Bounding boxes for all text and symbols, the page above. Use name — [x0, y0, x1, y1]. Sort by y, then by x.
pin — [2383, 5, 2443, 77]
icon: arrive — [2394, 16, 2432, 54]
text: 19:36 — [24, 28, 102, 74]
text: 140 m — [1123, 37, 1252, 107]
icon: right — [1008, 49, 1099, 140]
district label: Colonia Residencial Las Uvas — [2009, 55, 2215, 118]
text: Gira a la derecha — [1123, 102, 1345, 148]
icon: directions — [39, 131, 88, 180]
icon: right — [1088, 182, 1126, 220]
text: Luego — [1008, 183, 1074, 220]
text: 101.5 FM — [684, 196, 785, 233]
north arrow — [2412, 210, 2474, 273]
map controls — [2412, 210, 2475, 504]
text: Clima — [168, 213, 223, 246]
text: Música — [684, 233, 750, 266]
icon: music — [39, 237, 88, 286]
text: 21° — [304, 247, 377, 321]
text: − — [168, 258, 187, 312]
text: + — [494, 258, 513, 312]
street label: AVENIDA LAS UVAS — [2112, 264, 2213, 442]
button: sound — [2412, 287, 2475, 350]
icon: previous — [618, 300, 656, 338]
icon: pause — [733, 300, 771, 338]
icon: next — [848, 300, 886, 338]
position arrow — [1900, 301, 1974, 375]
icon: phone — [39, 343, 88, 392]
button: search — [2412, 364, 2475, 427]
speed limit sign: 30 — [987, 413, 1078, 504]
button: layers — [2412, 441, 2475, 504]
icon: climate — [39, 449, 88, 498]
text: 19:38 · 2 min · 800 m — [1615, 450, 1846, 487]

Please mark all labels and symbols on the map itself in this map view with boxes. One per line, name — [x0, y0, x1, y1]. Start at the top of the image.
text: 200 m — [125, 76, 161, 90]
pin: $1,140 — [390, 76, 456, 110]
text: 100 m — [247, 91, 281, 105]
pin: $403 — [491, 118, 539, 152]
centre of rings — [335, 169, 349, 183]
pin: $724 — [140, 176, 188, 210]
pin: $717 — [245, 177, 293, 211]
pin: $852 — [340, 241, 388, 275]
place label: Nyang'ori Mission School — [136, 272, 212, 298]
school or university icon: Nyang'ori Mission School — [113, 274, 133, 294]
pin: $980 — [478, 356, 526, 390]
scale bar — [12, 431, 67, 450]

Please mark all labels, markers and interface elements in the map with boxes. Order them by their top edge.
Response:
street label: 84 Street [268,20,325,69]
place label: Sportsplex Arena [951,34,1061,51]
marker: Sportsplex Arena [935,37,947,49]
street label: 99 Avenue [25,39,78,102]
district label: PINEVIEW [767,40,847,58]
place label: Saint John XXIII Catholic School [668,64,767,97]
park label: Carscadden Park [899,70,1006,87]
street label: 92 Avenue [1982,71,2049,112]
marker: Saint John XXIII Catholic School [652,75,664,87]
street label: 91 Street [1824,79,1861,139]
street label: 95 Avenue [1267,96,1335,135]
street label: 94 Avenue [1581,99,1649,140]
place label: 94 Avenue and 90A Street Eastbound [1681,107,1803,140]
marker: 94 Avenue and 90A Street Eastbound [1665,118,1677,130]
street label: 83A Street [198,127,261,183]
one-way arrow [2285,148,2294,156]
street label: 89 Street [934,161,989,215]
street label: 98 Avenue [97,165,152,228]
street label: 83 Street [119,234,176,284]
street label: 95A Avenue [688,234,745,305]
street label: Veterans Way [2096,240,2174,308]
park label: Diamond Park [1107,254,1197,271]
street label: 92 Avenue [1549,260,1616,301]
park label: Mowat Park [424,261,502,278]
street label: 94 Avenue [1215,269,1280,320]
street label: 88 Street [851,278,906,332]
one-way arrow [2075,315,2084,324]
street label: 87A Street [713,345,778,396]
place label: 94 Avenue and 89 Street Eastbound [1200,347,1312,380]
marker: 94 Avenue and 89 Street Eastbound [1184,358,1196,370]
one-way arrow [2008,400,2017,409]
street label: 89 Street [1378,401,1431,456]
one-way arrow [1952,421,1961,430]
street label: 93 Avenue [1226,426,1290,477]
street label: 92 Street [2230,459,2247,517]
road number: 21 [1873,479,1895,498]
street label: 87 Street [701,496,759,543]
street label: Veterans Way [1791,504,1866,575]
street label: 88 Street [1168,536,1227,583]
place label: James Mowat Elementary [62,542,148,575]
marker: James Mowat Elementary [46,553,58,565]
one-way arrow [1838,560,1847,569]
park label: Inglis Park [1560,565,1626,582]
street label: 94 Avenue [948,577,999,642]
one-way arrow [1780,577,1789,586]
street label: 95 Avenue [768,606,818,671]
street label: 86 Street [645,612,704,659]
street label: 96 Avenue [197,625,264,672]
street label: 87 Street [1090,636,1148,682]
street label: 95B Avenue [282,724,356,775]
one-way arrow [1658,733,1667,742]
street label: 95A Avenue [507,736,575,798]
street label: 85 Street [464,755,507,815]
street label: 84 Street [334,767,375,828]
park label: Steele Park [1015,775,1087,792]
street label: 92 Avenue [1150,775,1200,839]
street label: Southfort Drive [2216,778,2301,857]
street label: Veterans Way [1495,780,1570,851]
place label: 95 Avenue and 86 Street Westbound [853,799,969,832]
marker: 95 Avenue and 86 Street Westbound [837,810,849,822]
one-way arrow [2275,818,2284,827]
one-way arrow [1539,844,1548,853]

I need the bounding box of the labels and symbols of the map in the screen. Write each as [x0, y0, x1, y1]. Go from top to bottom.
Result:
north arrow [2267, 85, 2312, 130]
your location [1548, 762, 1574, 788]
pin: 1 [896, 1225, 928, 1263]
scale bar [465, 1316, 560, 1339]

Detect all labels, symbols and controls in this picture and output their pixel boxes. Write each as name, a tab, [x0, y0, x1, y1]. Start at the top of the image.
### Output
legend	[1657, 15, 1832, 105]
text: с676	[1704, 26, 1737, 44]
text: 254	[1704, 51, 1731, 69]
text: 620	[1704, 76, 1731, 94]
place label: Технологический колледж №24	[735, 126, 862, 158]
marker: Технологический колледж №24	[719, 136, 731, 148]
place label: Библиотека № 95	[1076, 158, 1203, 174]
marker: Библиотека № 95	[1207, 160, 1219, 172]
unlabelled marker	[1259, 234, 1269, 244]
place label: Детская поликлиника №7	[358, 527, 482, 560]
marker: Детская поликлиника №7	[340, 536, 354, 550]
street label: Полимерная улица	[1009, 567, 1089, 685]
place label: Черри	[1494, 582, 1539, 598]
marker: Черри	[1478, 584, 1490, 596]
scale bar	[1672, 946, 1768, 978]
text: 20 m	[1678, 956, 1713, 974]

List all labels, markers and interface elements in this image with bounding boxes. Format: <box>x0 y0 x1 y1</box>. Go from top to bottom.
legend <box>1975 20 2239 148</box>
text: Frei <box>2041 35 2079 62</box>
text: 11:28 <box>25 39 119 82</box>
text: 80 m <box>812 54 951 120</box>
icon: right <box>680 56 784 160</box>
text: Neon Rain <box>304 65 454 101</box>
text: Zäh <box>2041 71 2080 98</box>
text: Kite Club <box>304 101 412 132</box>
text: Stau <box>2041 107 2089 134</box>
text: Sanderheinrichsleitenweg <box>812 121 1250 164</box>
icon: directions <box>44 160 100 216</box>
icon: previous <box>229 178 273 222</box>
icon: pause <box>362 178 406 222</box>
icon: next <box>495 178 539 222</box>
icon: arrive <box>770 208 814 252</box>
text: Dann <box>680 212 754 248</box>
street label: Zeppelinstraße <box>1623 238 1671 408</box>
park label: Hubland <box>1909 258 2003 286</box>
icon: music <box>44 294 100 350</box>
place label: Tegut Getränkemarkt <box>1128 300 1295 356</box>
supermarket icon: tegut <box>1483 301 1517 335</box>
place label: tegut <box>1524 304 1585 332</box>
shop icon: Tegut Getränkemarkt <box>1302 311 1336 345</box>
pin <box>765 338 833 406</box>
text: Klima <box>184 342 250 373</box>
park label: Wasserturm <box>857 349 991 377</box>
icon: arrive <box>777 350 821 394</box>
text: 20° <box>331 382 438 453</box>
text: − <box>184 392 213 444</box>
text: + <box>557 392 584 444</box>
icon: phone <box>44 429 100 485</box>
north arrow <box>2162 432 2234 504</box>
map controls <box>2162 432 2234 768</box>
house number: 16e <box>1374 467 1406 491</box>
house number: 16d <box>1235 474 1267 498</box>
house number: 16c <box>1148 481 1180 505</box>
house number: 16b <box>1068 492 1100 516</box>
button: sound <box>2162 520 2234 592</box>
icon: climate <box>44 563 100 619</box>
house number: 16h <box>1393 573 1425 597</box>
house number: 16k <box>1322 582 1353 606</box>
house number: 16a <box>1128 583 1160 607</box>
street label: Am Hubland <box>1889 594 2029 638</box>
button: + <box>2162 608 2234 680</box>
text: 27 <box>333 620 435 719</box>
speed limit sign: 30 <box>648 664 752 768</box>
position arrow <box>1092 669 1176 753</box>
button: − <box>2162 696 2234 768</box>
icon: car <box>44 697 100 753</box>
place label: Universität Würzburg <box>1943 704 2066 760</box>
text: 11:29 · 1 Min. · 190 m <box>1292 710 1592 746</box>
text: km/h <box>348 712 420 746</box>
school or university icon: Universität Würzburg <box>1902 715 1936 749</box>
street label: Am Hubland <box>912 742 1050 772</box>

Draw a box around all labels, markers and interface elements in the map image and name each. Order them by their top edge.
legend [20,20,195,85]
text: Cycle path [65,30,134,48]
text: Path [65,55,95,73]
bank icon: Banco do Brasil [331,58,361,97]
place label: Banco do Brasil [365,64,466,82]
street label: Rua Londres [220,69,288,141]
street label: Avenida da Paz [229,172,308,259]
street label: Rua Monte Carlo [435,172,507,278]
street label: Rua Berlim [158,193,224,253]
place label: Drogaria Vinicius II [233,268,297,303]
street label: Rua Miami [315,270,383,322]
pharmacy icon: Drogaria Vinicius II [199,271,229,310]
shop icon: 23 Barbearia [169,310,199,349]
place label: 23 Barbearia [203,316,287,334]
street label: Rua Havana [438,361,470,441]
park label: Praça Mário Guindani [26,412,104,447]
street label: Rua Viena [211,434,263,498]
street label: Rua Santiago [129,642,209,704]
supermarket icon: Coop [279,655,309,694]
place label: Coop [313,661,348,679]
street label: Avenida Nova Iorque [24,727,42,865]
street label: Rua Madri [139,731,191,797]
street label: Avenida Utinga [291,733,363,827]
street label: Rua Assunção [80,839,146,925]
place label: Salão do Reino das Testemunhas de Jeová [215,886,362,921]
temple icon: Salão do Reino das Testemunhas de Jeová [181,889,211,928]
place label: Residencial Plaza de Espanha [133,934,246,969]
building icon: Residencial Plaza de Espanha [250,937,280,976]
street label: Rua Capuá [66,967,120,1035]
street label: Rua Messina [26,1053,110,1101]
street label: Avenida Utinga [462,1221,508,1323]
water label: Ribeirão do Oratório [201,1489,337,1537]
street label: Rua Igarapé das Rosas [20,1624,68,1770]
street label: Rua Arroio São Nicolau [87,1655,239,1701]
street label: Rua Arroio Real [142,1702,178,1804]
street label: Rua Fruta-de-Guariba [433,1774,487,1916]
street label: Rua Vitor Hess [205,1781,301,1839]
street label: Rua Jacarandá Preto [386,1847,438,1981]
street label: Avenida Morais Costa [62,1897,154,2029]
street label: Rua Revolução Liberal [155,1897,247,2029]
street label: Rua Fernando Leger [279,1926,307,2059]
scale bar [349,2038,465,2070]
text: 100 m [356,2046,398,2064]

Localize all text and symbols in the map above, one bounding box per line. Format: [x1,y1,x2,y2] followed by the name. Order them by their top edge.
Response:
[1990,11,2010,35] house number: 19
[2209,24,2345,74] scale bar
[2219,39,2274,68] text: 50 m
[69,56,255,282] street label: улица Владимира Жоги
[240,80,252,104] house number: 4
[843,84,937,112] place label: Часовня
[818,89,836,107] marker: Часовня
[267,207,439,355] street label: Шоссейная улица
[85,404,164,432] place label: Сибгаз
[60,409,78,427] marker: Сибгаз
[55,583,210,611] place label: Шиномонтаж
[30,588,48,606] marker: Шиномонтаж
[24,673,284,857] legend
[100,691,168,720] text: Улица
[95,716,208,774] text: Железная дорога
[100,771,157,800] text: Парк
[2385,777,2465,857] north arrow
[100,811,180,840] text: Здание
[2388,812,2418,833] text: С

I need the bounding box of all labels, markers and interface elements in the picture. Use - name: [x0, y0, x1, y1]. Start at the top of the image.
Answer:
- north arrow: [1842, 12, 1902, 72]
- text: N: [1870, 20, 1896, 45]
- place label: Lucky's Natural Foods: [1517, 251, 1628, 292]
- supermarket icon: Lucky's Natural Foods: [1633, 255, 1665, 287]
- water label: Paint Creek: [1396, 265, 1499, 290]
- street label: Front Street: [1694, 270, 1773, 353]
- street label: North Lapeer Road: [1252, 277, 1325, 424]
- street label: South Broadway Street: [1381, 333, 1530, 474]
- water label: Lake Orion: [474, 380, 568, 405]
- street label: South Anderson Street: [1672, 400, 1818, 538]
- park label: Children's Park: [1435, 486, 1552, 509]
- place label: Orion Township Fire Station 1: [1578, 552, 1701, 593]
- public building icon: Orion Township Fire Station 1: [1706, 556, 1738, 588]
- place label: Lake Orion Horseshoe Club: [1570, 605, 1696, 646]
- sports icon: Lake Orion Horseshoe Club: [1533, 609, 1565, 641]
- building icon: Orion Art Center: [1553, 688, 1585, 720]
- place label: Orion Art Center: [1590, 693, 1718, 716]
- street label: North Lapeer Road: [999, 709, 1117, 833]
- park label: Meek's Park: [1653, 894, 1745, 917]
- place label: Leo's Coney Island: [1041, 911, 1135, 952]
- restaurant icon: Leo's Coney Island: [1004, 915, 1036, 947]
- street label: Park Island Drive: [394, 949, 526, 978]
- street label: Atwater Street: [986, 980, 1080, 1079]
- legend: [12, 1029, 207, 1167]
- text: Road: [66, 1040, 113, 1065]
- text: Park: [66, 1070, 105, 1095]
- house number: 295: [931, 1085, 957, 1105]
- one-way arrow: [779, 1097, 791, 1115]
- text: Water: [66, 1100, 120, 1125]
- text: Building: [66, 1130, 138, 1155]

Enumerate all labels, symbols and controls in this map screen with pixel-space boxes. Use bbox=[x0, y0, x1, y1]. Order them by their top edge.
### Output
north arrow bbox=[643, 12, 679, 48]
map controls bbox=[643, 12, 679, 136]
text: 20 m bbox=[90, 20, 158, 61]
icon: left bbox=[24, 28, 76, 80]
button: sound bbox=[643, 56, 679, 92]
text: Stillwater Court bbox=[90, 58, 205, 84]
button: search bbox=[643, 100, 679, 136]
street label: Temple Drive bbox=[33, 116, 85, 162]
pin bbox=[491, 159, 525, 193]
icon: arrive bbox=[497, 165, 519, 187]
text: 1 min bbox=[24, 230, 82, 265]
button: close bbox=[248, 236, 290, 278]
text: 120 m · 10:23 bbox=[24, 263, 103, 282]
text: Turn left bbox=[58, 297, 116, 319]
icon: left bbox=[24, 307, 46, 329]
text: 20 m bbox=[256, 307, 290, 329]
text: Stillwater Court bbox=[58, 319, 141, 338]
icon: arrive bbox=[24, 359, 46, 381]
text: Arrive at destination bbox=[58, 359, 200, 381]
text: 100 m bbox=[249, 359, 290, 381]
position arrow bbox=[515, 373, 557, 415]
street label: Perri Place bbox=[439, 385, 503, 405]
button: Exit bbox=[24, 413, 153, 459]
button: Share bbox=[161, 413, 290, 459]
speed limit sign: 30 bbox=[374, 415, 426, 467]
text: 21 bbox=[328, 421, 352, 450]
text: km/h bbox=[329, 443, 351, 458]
#####
# WHAT THIS TASK INVOLVES
Copy the lines above exactly, from the very first through the one containing "Please mark all labels, markers", and include no other line.

# TASK RESULT
Bounding boxes for all text and symbols, the page above. Use name — [x0, y0, x1, y1]. Sort by y, then by x.
pin — [2383, 5, 2443, 77]
icon: arrive — [2394, 16, 2432, 54]
text: 19:36 — [24, 28, 102, 74]
text: 140 m — [1123, 37, 1252, 107]
icon: right — [1008, 49, 1099, 140]
district label: Colonia Residencial Las Uvas — [2009, 55, 2215, 118]
text: Gira a la derecha — [1123, 102, 1345, 148]
icon: directions — [39, 131, 88, 180]
icon: right — [1088, 182, 1126, 220]
text: Luego — [1008, 183, 1074, 220]
text: 101.5 FM — [684, 196, 785, 233]
north arrow — [2412, 210, 2474, 273]
map controls — [2412, 210, 2475, 504]
text: Clima — [168, 213, 223, 246]
text: Música — [684, 233, 750, 266]
icon: music — [39, 237, 88, 286]
text: 21° — [304, 247, 377, 321]
text: − — [168, 258, 187, 312]
text: + — [494, 258, 513, 312]
street label: AVENIDA LAS UVAS — [2112, 264, 2213, 442]
button: sound — [2412, 287, 2475, 350]
icon: previous — [618, 300, 656, 338]
icon: pause — [733, 300, 771, 338]
icon: next — [848, 300, 886, 338]
position arrow — [1900, 301, 1974, 375]
icon: phone — [39, 343, 88, 392]
button: search — [2412, 364, 2475, 427]
speed limit sign: 30 — [987, 413, 1078, 504]
button: layers — [2412, 441, 2475, 504]
icon: climate — [39, 449, 88, 498]
text: 19:38 · 2 min · 800 m — [1615, 450, 1846, 487]

Please mark all labels and symbols on the map itself in this map view with boxes. One per line, name — [x0, y0, x1, y1]. Start at the top of the image.
text: 200 m — [125, 76, 161, 90]
pin: $1,140 — [390, 76, 456, 110]
text: 100 m — [247, 91, 281, 105]
pin: $403 — [491, 118, 539, 152]
centre of rings — [335, 169, 349, 183]
pin: $724 — [140, 176, 188, 210]
pin: $717 — [245, 177, 293, 211]
pin: $852 — [340, 241, 388, 275]
place label: Nyang'ori Mission School — [136, 272, 212, 298]
school or university icon: Nyang'ori Mission School — [113, 274, 133, 294]
pin: $980 — [478, 356, 526, 390]
scale bar — [12, 431, 67, 450]

Please mark all labels, markers and interface elements in the map with boxes. Order them by their top edge.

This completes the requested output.